**What you are asked to do**
Please repeat the listing in its entirety, without any alteration.

**Information**
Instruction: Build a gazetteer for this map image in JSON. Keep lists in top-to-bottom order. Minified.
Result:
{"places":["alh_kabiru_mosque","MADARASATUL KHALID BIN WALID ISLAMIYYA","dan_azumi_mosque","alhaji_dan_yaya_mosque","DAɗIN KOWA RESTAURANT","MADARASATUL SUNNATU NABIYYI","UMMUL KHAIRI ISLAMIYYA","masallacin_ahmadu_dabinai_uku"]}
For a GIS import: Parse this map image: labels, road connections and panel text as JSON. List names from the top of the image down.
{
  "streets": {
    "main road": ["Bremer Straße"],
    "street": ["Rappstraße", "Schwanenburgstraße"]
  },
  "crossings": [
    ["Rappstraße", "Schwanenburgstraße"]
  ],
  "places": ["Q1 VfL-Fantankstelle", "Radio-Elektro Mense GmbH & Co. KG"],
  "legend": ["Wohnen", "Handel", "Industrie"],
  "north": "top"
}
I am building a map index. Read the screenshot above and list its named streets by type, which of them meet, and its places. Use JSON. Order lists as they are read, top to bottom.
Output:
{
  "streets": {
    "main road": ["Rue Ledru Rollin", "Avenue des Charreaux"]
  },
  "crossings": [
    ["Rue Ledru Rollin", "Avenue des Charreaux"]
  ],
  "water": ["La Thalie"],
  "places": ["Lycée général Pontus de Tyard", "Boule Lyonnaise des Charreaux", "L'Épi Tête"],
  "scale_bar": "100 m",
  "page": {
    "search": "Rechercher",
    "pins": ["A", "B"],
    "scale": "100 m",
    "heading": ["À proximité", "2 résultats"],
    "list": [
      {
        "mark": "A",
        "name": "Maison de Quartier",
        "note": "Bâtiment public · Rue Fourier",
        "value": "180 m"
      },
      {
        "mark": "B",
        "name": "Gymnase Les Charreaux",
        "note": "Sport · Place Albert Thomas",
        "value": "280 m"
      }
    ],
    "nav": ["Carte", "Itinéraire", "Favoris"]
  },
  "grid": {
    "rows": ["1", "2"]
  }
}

**Solution to the problem**
Instruction: Build a gazetteer for this map image in JSON. Keep lists in top-to-bottom order. Minified.
Result:
{"places":["alh_kabiru_mosque","MADARASATUL KHALID BIN WALID ISLAMIYYA","dan_azumi_mosque","alhaji_dan_yaya_mosque","DAɗIN KOWA RESTAURANT","MADARASATUL SUNNATU NABIYYI","UMMUL KHAIRI ISLAMIYYA","masallacin_ahmadu_dabinai_uku"]}
For a GIS import: Parse this map image: labels, road connections and panel text as JSON. List names from the top of the image down.
{
  "streets": {
    "main road": ["Bremer Straße"],
    "street": ["Rappstraße", "Schwanenburgstraße"]
  },
  "crossings": [
    ["Rappstraße", "Schwanenburgstraße"]
  ],
  "places": ["Q1 VfL-Fantankstelle", "Radio-Elektro Mense GmbH & Co. KG"],
  "legend": ["Wohnen", "Handel", "Industrie"],
  "north": "top"
}
I am building a map index. Read the screenshot above and list its named streets by type, which of them meet, and its places. Use JSON. Order lists as they are read, top to bottom.
Output:
{
  "streets": {
    "main road": ["Rue Ledru Rollin", "Avenue des Charreaux"]
  },
  "crossings": [
    ["Rue Ledru Rollin", "Avenue des Charreaux"]
  ],
  "water": ["La Thalie"],
  "places": ["Lycée général Pontus de Tyard", "Boule Lyonnaise des Charreaux", "L'Épi Tête"],
  "scale_bar": "100 m",
  "page": {
    "search": "Rechercher",
    "pins": ["A", "B"],
    "scale": "100 m",
    "heading": ["À proximité", "2 résultats"],
    "list": [
      {
        "mark": "A",
        "name": "Maison de Quartier",
        "note": "Bâtiment public · Rue Fourier",
        "value": "180 m"
      },
      {
        "mark": "B",
        "name": "Gymnase Les Charreaux",
        "note": "Sport · Place Albert Thomas",
        "value": "280 m"
      }
    ],
    "nav": ["Carte", "Itinéraire", "Favoris"]
  },
  "grid": {
    "rows": ["1", "2"]
  }
}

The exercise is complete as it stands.